Les troubles psychotiques affectent le fonctionnement du cerveau en modifiant les pensées, les croyances ou les perceptions. C’est l’état dans lequel se retrouvent beaucoup de femmes après l’accouchement. Selon le spécialiste, la société compare ces crises aux crises spirituelles rendant ainsi difficile le traitement, le diagnostic et la guérison. Les victimes se retrouvent dans l’incapacité de se faire aider et vivent une torture quotidienne. La négligence, l’ignorance et les préjugés sociaux restent d’après le psychologue, les principales raisons de développement de cette pathologie qui peut conduire la victime dans un état psychologique grave semblable à la folie.
Une jeune femme de 19 ans qui a préféré garder l’anonymat a souffert de cette maladie et continue d’être suivie par son médecin. « Je me suis mariée très jeune et c’était un mariage forcé par mes parents car vivant en campagne. Mon mari était en exode et j’ai vécu durant ce temps avec ma belle-famille. J’ai énormément souffert pendant ma grossesse et j’ai été victime de maltraitance physique, morale et psychologique. J’ai accouché d’une fille mais, je n’avais aucun amour pour cette dernière. Certains disaient que je suis une mère indigne et d’autres, une sorcière. J’ai eu la chance d’avoir pu consulter un psychologue et c’est lui qui a déterminé ma maladie et depuis, je peux en parler et j’ai retrouvé ma santé », confie-t-elle.
« J’étais la 3ème femme de mon mari. Après mon mariage, une série d’évènements chaotiques se sont enchainés et j’ai été automatiquement accusée et les insultes ont fusé de partout. J’ai pleuré tous les jours jusqu’à l’accouchement prématuré, à 7 mois. Mes parents m’ont abandonné, j’ai rejeté mon enfant et j’ai fait une dépression en refusant le lait maternel à mon bébé », déclare une autre victime âgée de 18 ans. Elle a vécu un traumatisme familial causé par un mariage forcé à un membre de sa famille.

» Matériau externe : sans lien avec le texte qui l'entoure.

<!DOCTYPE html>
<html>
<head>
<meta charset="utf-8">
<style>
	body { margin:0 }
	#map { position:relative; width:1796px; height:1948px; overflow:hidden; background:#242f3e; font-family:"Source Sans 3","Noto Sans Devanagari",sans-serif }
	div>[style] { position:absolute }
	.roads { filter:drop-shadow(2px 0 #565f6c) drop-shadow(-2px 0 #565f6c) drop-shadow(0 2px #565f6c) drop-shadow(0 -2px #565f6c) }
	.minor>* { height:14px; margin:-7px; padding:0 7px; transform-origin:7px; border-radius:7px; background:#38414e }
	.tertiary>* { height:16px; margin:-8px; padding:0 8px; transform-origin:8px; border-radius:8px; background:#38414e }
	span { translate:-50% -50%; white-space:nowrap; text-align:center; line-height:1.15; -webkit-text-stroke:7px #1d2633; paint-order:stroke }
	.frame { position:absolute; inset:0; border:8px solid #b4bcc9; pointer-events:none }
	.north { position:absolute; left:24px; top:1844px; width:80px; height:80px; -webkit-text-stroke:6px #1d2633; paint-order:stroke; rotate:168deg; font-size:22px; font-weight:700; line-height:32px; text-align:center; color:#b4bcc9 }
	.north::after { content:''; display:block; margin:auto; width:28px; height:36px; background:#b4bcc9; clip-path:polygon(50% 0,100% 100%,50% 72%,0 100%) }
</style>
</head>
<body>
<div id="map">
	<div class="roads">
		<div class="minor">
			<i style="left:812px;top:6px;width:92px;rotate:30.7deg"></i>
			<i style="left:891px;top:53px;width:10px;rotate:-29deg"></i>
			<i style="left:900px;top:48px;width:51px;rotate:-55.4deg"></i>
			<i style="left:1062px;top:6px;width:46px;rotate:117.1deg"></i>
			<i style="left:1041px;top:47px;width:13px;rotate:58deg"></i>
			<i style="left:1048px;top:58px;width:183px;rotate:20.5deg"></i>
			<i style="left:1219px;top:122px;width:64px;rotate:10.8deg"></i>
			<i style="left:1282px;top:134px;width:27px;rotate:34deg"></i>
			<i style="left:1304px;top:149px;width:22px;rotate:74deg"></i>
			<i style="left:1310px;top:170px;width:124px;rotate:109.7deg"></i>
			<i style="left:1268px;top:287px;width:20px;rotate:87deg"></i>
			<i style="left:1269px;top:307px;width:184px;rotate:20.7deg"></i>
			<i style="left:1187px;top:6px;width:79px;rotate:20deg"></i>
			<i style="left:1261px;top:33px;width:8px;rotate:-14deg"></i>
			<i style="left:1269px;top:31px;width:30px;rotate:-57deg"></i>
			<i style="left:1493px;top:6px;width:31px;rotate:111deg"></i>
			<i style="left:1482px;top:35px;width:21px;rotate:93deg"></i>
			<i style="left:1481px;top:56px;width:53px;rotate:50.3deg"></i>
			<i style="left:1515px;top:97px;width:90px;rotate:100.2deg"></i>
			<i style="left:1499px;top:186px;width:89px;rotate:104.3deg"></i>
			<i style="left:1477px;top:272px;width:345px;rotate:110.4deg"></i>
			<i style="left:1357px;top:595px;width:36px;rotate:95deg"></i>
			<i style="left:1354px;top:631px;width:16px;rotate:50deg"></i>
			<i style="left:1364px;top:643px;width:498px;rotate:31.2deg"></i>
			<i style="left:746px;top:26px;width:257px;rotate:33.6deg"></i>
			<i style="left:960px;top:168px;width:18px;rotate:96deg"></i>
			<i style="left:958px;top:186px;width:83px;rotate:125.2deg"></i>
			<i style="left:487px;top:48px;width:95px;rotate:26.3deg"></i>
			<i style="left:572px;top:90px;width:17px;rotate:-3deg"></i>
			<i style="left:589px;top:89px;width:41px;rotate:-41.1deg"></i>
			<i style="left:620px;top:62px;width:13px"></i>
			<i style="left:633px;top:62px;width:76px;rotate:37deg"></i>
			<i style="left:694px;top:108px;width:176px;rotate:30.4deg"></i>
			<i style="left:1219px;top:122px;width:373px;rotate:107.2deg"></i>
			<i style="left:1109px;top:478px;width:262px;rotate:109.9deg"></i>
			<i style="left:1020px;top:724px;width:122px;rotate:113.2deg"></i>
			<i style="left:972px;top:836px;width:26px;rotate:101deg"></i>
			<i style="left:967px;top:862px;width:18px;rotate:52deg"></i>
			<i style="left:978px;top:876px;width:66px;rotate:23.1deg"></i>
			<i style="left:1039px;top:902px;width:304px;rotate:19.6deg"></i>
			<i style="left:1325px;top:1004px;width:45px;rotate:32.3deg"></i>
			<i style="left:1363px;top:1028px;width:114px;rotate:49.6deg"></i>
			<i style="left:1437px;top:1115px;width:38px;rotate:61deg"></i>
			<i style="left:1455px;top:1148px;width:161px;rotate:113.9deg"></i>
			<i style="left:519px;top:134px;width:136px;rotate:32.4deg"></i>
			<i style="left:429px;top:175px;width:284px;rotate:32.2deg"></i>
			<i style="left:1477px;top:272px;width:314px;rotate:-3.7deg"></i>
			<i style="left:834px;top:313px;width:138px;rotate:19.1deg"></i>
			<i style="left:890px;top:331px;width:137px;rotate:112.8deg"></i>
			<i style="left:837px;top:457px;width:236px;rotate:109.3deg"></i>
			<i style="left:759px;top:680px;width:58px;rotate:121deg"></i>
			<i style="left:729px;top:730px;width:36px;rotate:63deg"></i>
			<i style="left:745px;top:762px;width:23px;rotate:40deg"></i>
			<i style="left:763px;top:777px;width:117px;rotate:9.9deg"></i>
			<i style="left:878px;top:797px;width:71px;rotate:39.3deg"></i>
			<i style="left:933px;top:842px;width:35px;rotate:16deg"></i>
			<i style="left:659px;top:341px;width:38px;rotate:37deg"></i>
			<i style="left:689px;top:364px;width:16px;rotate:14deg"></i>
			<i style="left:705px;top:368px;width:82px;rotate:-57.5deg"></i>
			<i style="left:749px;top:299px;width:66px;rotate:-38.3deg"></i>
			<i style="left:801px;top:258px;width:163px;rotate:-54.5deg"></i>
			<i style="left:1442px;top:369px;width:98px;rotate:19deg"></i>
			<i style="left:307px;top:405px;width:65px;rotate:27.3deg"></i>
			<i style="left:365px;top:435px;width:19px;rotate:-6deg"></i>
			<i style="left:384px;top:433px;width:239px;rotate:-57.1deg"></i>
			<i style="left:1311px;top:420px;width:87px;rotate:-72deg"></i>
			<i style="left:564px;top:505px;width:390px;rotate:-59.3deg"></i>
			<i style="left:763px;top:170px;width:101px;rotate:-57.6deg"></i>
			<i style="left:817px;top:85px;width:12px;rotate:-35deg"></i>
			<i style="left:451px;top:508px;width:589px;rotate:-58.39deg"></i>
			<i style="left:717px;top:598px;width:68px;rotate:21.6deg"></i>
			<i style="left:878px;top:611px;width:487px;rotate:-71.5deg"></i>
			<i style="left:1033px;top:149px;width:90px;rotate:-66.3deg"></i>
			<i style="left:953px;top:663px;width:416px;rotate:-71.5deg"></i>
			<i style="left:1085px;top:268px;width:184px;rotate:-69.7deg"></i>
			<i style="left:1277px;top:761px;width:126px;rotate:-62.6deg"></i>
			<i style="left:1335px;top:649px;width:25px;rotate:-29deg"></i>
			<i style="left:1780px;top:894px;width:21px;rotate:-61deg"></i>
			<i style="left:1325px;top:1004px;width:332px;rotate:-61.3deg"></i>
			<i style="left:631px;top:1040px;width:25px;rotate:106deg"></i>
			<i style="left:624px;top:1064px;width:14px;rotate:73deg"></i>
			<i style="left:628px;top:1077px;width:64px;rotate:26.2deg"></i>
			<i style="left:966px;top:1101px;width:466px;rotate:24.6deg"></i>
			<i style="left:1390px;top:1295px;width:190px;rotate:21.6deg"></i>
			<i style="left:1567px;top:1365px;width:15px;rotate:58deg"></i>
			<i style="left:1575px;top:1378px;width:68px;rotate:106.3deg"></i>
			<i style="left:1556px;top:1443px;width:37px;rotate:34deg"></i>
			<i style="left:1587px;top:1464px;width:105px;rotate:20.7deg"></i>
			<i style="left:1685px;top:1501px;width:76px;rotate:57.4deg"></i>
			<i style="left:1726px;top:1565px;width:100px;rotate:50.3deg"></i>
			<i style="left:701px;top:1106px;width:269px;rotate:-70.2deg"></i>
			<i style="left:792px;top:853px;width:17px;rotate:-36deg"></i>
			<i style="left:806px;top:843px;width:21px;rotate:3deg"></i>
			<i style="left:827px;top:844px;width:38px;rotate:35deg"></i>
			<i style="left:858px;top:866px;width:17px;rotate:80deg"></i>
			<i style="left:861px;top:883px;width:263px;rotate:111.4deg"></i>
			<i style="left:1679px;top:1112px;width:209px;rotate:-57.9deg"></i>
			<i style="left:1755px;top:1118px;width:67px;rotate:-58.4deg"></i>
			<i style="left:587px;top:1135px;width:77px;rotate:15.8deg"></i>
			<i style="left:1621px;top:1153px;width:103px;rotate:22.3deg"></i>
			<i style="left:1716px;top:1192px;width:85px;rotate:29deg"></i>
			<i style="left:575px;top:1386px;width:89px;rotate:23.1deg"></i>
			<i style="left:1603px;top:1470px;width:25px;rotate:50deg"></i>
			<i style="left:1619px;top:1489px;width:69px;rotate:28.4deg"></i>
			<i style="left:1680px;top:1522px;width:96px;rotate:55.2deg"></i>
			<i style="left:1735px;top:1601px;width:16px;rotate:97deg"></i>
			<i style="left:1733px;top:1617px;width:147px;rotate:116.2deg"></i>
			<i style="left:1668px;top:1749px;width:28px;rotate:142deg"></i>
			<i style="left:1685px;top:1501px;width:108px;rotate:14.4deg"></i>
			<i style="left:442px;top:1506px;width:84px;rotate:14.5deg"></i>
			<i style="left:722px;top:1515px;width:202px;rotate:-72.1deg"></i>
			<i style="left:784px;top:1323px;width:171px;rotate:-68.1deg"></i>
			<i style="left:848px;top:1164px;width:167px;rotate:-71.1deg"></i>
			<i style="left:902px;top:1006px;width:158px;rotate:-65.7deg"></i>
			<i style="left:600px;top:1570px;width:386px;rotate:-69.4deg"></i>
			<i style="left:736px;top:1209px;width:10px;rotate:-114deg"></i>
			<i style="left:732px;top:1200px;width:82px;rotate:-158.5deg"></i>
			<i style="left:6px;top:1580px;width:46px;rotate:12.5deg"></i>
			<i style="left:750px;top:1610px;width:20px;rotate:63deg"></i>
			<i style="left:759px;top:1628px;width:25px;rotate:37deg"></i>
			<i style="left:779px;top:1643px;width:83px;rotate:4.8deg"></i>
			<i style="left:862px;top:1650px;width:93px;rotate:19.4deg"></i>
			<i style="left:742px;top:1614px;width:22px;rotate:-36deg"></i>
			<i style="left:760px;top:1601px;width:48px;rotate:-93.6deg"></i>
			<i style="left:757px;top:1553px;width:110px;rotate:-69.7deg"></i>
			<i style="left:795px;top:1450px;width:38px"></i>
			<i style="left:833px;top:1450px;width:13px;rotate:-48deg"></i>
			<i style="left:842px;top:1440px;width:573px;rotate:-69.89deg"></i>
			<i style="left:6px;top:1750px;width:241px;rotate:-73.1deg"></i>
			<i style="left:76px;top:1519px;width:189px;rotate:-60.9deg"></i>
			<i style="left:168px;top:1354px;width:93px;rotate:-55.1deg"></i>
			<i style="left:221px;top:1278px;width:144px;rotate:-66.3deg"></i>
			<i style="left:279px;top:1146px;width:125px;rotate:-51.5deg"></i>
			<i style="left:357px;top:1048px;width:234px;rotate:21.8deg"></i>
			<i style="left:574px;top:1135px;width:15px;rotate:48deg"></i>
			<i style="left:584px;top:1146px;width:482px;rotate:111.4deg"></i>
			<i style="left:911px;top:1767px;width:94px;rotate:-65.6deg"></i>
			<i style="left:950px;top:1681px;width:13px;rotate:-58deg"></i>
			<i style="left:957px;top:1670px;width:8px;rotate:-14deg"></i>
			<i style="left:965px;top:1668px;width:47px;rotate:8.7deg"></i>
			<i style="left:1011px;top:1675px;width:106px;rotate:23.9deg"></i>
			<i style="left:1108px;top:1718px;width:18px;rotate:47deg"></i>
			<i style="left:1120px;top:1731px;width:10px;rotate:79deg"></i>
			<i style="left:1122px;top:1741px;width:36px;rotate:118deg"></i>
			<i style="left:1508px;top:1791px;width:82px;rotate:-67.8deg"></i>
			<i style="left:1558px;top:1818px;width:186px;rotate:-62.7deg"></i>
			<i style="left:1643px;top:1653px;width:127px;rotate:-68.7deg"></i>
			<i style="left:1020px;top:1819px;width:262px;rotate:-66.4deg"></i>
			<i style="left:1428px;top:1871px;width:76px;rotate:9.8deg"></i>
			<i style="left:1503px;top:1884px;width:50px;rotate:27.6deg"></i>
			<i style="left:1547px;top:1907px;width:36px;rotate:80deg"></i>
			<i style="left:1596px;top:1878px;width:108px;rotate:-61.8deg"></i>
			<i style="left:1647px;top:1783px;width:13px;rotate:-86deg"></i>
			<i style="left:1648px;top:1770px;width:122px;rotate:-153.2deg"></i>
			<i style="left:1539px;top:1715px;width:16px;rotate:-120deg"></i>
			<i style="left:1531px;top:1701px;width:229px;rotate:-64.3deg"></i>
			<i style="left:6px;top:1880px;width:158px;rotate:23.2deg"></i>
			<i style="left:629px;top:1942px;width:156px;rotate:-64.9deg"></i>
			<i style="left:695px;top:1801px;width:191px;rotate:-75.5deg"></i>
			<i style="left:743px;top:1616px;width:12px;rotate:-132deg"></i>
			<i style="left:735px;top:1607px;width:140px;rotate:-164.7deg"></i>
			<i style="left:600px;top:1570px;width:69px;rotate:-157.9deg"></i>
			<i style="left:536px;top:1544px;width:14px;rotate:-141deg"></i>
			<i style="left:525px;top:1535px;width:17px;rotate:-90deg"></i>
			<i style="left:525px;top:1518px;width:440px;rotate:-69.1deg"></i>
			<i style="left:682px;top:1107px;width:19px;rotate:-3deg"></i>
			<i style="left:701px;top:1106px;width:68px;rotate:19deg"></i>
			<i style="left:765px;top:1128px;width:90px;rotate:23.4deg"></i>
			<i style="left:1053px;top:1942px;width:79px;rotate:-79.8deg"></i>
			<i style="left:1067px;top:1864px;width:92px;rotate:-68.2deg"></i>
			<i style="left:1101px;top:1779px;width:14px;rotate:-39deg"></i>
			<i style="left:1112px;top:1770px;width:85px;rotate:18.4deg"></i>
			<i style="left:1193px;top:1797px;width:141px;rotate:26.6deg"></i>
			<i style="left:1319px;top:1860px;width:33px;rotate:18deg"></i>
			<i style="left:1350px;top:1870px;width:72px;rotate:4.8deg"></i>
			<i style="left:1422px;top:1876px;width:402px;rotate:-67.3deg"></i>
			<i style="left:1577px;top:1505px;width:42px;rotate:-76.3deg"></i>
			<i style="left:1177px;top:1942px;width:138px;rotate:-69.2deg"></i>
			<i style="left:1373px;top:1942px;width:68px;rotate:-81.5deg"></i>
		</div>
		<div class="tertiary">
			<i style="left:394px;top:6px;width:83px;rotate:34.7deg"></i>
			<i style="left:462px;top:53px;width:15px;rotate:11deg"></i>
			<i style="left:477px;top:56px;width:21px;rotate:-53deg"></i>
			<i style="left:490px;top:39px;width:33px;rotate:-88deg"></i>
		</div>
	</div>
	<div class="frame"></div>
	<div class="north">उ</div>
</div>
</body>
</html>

« Elle a souffert de cette maladie pendant plusieurs mois. Certains membres de sa famille ont procédé à un exorcisme car pour eux, elle était possédée. On a préféré lui faire prendre des médicaments traditionnels que de faire une consultation car, c’était une honte pour la famille le fait de rejeter son enfant. Elle a sombré dans une folie et ne se nourrissait plus jusqu’à y laisser la vie. J’ai eu plus de notions sur la maladie grâce à internet mais, il était déjà trop tard », confie ce jeune homme âgé de 28 ans qui a préféré taire son nom.
Le psychologue a souligné que les femmes se trouvant en zone rurale sont plus exposées que celles vivant en zone urbaine car ces dernières sont plus édifiées sur le sujet mais le risque reste le même car certaines femmes n’ignorent pas l’existence de cette pathologie. En définitive, il a interpellé les femmes et les familles à plus de vigilance dans l’accompagnement des femmes enceintes. « On peut guérir de ce trouble mais le processus est long et coûteux sans oublier toutes les séquelles graves que la victime peut garder toute sa vie. Nous pouvons épargner à ces femmes cette souffrance en modernisant nos centres de santé et en garantissant un suivi psychique, social et somatique afin d’atténuer le quotidien des femmes déjà pénible », a-t-il expliqué.